When we see photographs of wars and disasters, they are usually taken by outsiders and at best, are telling half a story. There were many people in New Orleans who were not devastated by Katrina, yet the image that we retain of the city is one of total destruction that justified billions of dollars in aid, much of which still remains unaccounted for. Back in the days when Dorothea Lange, hired by the WPA, set out to document rural life during the depression, there was contemporary criticism of her excessive focus on the poor and disposessed and the same can be said for the photographs of Walker Evans and Eudora Welty.
Newhouse complains about the falsification of captions and the distortion inherent in Vishniac’s selection of photos and quotes Maya Benton, an art historian who undertook the study of his work while she was a graduate student at Harvard. “It’s as if we took pictures of homeless people in New York and then the city fell into the sea and fifty years from now, people looked at these photos and thought, That what New York was.†When Robert Frank set out to photograph America after the second World War, he took 28,000 pictures out of which he distilled 83 images for The Americans. He claimed that after coming to the U.S. he was confronted with racism for the first time in his life – a statement that can only be viewed with incredulity knowing that this Jewish man, born and raised in Switzerland until 1947, would had to have been deaf, dumb and blind to avoid knowing what was happening to Jews throughout Europe during the second World War. But the image of a bi-polar America, made up of white fat cats and downtrodden blacks had racial urgency that gave it greater significance and appeal to social justice in the fifties. I haven’t seen any critic call this bias or emphasis falsification.

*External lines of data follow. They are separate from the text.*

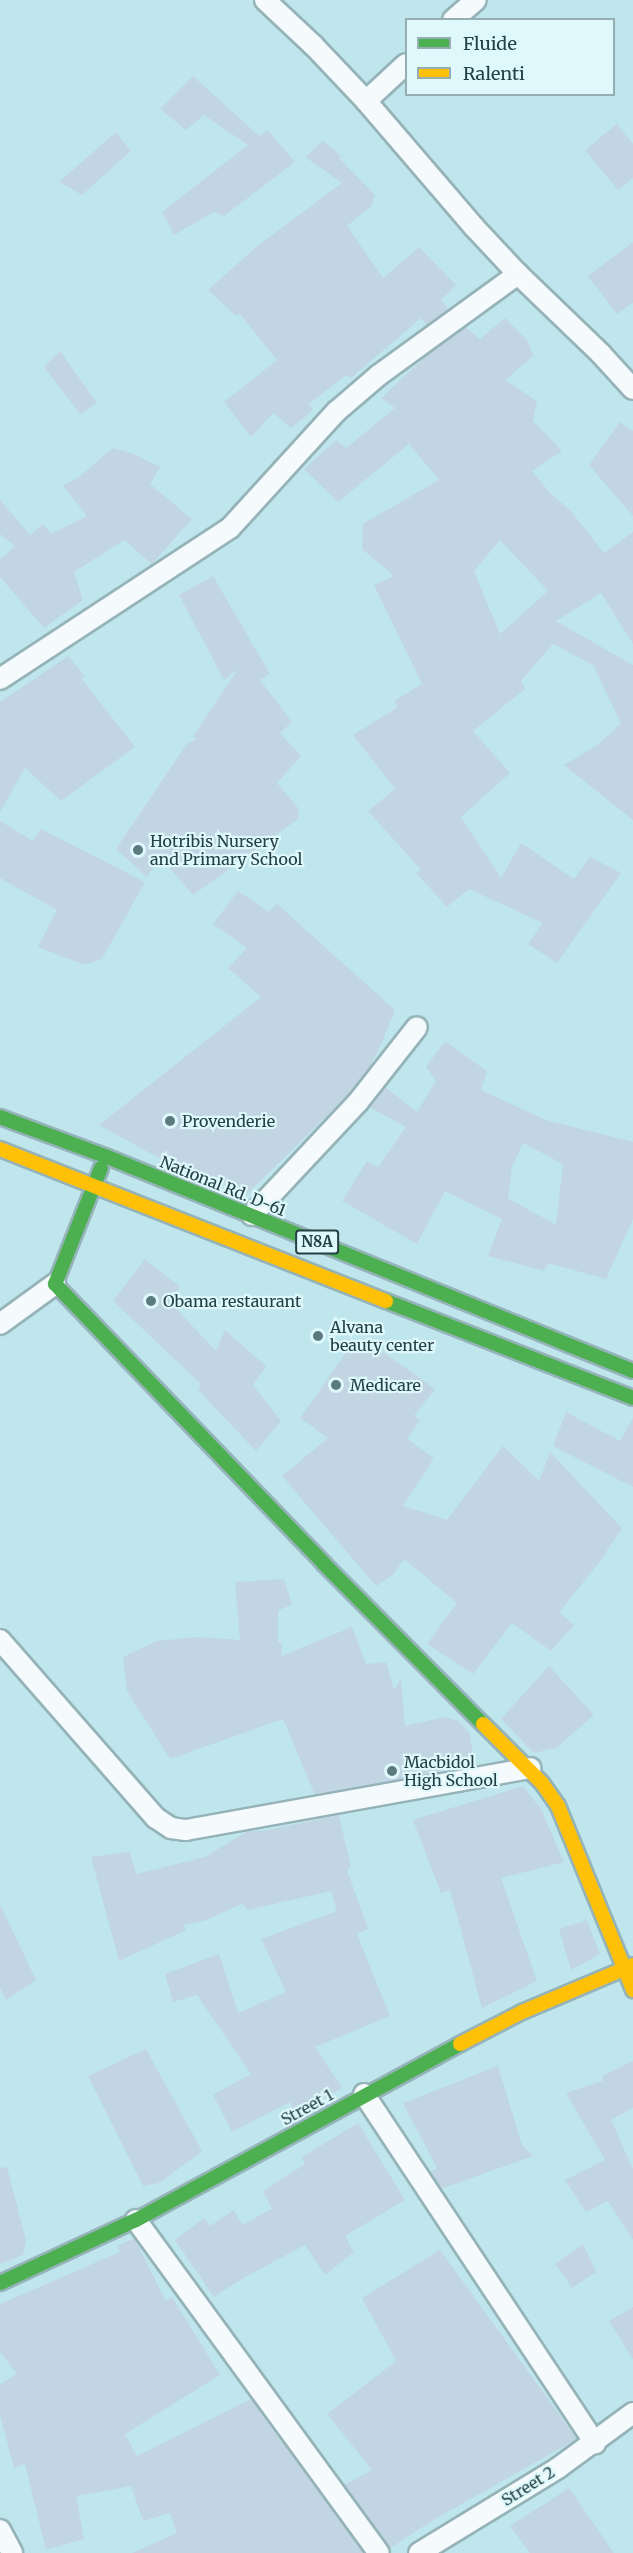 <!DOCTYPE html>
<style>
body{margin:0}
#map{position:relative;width:633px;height:2553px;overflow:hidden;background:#bfe6ec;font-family:Merriweather,serif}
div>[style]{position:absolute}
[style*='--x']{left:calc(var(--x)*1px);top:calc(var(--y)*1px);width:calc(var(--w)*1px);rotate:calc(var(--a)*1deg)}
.building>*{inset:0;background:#c1d6e2}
.roads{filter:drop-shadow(2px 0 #95b3b8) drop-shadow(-2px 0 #95b3b8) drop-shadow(0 2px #95b3b8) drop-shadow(0 -2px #95b3b8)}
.street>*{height:20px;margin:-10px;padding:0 10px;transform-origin:10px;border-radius:10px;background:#f5fbfc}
.fast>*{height:14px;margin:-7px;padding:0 7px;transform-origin:7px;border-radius:7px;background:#4caf50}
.slow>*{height:14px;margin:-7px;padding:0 7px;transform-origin:7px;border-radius:7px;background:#ffc107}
.dots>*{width:16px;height:16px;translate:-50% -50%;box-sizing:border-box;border:3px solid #def8fc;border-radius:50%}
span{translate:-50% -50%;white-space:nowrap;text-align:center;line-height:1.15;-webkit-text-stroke:4.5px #def8fc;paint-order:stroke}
.shield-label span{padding:2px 4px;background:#def8fc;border:2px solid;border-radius:4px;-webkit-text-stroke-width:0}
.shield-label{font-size:15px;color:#244045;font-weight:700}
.poi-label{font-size:16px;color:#244045}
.left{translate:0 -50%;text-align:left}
.street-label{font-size:16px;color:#244045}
.legend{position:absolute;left:405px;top:18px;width:210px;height:78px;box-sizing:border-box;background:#def8fc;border:2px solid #94aeb3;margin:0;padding:8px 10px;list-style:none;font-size:18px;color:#244045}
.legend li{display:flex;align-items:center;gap:12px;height:30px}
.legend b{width:30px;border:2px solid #94aeb3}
</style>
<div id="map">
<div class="building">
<i style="clip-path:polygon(193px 76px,259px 136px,268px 130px,295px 162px,224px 216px,214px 212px,174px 235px,162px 212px,248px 145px,204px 115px,186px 130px,160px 109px)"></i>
<i style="clip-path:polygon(617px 124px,633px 144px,633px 178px,618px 190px,585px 150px)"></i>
<i style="clip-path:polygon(116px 132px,131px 151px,82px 195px,59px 182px)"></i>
<i style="clip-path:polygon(323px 141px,341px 156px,339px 158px,375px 195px,371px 206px,347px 226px,383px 278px,419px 247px,456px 285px,441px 300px,449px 310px,427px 325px,421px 318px,351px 378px,346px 375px,309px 404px,313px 410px,291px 428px,273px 413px,251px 437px,224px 402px,277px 360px,240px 314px,236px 316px,208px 290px,256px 247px,342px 183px,305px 157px)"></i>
<i style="clip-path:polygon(633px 242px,633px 303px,617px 314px,588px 276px)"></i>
<i style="clip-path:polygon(evenodd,505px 318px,528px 341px,533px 356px,505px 380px,537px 401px,533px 421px,562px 451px,532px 471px,551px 494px,570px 510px,604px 553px,633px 532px,633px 644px,601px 593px,556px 621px,633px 665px,633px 820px,564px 765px,599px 744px,621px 723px,593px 665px,553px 644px,521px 681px,525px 689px,473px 731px,510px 773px,461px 817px,501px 878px,521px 843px,574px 879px,590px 857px,621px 873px,557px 963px,528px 944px,543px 923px,469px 889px,447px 907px,416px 873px,421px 870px,368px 811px,395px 789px,353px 735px,398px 707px,394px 701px,422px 684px,374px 585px,394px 576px,362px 549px,363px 524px,439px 480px,409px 444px,338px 502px,304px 469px,336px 440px,346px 448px,395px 408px,381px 398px,426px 356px,465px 327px,480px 339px,505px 318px,500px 540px,548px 591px,500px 634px,474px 571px,500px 540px)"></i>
<i style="clip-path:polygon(60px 351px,97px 403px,80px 414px,44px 367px)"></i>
<i style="clip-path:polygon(620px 422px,633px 431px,633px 516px,589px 465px)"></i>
<i style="clip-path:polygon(113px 448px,134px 454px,160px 467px,150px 484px,192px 519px,152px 564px,124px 540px,74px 572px,83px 600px,44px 628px,0 577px,0 559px,15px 546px,0 534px,0 500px,30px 535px,43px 524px,51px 534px,87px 516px,63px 486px,79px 477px)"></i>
<i style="clip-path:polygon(213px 576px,270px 674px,260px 680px,292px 722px,280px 733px,301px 756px,277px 783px,299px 809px,298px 819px,193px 895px,160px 857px,147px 877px,116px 849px,186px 745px,196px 739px,193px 736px,238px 669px,224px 680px,179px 595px)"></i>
<i style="clip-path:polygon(68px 656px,85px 676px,81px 678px,135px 747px,61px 801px,25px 768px,0 812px,0 702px)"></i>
<i style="clip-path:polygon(0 821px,33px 841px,41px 829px,145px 882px,102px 959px,85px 965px,38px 947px,57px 910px,0 878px)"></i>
<i style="clip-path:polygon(238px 891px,269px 912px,277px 904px,395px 1010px,379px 1049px,367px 1072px,349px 1094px,247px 1194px,157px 1157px,99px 1125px,261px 997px,228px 968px,247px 948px,213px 924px)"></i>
<i style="clip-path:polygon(evenodd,445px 1041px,487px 1071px,481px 1090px,546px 1120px,633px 1142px,633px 1219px,606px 1279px,548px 1263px,544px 1271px,488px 1256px,502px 1219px,445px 1191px,417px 1244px,342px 1201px,367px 1161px,378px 1167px,406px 1127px,369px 1107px,385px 1087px,417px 1112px,436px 1081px,426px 1067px,445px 1041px,523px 1143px,563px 1164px,556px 1225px,508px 1198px,512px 1167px,523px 1143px)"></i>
<i style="clip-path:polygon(145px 1259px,180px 1287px,169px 1301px,216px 1351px,225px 1330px,266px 1366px,253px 1385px,281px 1421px,256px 1451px,198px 1390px,201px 1384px,113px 1301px)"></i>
<i style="clip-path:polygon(355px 1340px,379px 1357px,383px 1352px,435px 1389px,414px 1416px,420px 1420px,407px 1439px,434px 1458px,403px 1506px,447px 1520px,503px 1446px,539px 1481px,550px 1452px,622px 1528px,598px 1564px,559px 1612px,574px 1625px,551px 1651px,512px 1623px,473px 1674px,427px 1644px,457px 1603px,404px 1559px,393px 1575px,376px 1586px,282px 1476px,328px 1438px,300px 1418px)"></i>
<i style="clip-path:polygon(566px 1412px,620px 1441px,633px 1418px,633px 1487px,553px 1446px)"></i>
<i style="clip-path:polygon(284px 1579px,292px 1604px,278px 1611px,278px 1642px,282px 1643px,281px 1656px,352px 1627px,366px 1664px,386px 1662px,394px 1690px,401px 1680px,405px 1726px,445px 1717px,458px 1721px,470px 1733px,474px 1765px,315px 1795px,283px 1719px,170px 1759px,127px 1691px,123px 1657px,157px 1641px,198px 1637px,240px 1640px,235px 1582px)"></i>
<i style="clip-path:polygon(549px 1666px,594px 1715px,556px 1748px,534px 1753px,501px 1719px)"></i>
<i style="clip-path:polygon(523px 1786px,541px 1809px,564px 1862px,501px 1878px,537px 1981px,482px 2008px,450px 1890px,441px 1893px,413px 1820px)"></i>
<i style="clip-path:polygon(339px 1815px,351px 1868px,347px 1870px,368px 1929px,357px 1934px,390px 2016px,315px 2047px,342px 2088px,295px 2114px,290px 2102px,232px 2132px,213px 2095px,251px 2074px,197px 1995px,173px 2002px,165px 1974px,219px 1954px,238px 2013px,286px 1992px,261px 1939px,337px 1911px,331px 1891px,247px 1910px,243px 1903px,207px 1920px,183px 1925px,186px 1930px,119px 1961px,91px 1857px,130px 1852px,136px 1874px,205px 1857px,248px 1831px,262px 1831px)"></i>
<i style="clip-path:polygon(0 1904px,36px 1980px,6px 2000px,0 1988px)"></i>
<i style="clip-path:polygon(587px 1920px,600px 1954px,571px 1970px,559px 1929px)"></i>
<i style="clip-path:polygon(146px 2049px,202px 2151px,159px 2183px,143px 2186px,88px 2076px)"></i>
<i style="clip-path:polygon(633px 2061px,633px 2108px,611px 2120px,633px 2169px,633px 2240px,608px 2201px,586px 2212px,565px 2180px,605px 2160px,566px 2093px,603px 2081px,602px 2076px)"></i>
<i style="clip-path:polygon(498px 2066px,522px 2145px,533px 2156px,441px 2189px,430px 2172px,437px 2168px,403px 2103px)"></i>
<i style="clip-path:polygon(358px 2123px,405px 2200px,345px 2236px,354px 2252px,325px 2275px,305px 2245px,245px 2277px,214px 2297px,175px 2240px,204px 2218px,210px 2226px,234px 2210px,242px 2225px,272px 2209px,263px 2191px,305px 2164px,302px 2157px)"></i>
<i style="clip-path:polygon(7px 2167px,26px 2240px,23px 2255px,0 2264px,0 2168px)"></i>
<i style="clip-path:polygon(134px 2238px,166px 2301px,172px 2297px,220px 2375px,125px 2434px,137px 2456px,251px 2399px,281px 2442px,283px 2441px,364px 2553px,132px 2553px,177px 2533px,170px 2513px,143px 2521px,131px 2486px,76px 2496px,84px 2539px,46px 2550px,25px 2464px,14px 2468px,0 2416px,0 2384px,17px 2374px,0 2352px,0 2304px,120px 2252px,117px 2246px)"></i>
<i style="clip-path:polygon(583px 2244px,596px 2272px,572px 2288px,555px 2264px)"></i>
<i style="clip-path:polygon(440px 2250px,577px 2439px,435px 2519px,390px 2548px,344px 2485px,372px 2470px,327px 2414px,396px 2361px,362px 2298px)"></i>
<i style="clip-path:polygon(633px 2307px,633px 2359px,609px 2321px)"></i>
<i style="clip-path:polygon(569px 2488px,614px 2553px,530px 2553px,510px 2526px)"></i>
</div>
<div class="roads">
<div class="street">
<i style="--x:265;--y:0;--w:67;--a:43.2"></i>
<i style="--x:314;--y:46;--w:76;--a:46.6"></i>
<i style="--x:366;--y:101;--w:166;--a:49.4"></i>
<i style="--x:474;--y:227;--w:64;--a:46.9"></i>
<i style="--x:518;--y:274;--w:115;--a:43.9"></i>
<i style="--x:601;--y:354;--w:47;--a:47.6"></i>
<i style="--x:453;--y:20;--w:30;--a:-41"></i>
<i style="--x:366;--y:101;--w:54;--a:-42.8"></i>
<i style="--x:0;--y:679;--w:275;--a:-33.3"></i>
<i style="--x:230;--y:528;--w:159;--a:-47.6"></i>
<i style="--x:337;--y:411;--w:55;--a:-40.6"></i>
<i style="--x:379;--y:375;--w:172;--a:-36"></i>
<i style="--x:252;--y:1215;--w:155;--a:-46.8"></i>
<i style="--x:358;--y:1102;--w:95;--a:-51.8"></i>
<i style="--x:0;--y:1324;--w:68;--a:-36"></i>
<i style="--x:0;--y:1640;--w:237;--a:48.8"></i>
<i style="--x:156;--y:1818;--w:18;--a:34"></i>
<i style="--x:171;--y:1828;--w:15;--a:8"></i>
<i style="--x:186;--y:1830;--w:350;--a:-10.2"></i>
<i style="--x:364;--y:2094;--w:419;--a:56.5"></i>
<i style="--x:136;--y:2220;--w:412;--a:53.9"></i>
<i style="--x:0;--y:2530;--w:26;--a:62"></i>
<i style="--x:419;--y:2553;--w:163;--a:-31.4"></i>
<i style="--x:558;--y:2468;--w:93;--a:-36.3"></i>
</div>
<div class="fast">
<i style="--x:0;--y:1117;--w:112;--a:20.4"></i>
<i style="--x:105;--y:1156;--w:570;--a:22.16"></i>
<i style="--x:101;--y:1168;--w:125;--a:111.6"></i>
<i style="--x:55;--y:1284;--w:388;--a:46.1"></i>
<i style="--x:324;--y:1564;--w:226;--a:45.2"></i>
<i style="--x:386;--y:1301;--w:265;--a:21.4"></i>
<i style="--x:0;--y:2283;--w:150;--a:-24.9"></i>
<i style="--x:136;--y:2220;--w:369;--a:-28.5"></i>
</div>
<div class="slow">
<i style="--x:0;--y:1149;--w:415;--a:21.5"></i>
<i style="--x:483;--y:1724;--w:83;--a:45"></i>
<i style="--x:542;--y:1783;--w:28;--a:55"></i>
<i style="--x:558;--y:1806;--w:199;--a:67.8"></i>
<i style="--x:460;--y:2044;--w:70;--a:-27.3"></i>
<i style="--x:522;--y:2012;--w:121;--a:-22.9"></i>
</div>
</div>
<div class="dots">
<i style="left:138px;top:850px;background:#5a7a7f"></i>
<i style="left:170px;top:1121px;background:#5a7a7f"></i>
<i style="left:151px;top:1301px;background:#5a7a7f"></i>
<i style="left:318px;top:1336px;background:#5a7a7f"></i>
<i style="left:336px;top:1385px;background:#5a7a7f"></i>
<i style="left:392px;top:1771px;background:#5a7a7f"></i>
</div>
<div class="shield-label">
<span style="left:317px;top:1242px">N8A</span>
</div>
<div class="poi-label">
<span class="left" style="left:150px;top:850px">Hotribis Nursery<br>and Primary School</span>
<span class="left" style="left:182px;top:1121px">Provenderie</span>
<span class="left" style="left:163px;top:1301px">Obama restaurant</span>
<span class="left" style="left:330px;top:1336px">Alvana<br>beauty center</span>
<span class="left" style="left:350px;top:1385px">Medicare</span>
<span class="left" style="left:404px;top:1771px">Macbidol<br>High School</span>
</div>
<div class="street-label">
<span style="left:223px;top:1186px;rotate:22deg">National Rd. D-61</span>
<span style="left:307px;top:2107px;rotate:-29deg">Street 1</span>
<span style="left:528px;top:2486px;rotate:-32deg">Street 2</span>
</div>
<ul class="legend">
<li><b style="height:8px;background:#4caf50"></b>Fluide</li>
<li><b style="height:8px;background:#ffc107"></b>Ralenti</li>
</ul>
</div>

Benton and Newhouse insist that American Jews imagine all of Eastern European Jewry to have lived like the shtetl characters in Fiddler on the Roof and that this sentimentalized nostalgia for the simple, close-knit village life has shortchanged the reality of the cosmopolitan existence of many secular Jews of the time. This is equivalent to suggesting that Americans base their knowledge of 19th century life in our country exclusively on Gone With The Wind and Huckleberry Finn; only a very ignorant person would draw broad conclusions from the work of a single author or artist. Vishniac was one photographer who portrayed the lives of the poorest, most vulnerable members of the Jewish community, people relatively unfamiliar to the American public. He presented them sympathetically, as Dorothea Lange presented her sharecroppers and farmers and Robert Frank presented his black nursemaids and chauffeurs. These photographs were not taken for the census and don’t need to be demographically correct. They are meant to capture the plight of people in extremis and in these works, along with those of many other photographers, the selection of images is edited to compel us to look closely at people we might otherwise disregard. Though it is instructive for Benton and Newhouse to reveal Vishniac’s manipulation of his material, this needs to be placed in the more sophisticated context of how documentary photographers choose to present their work.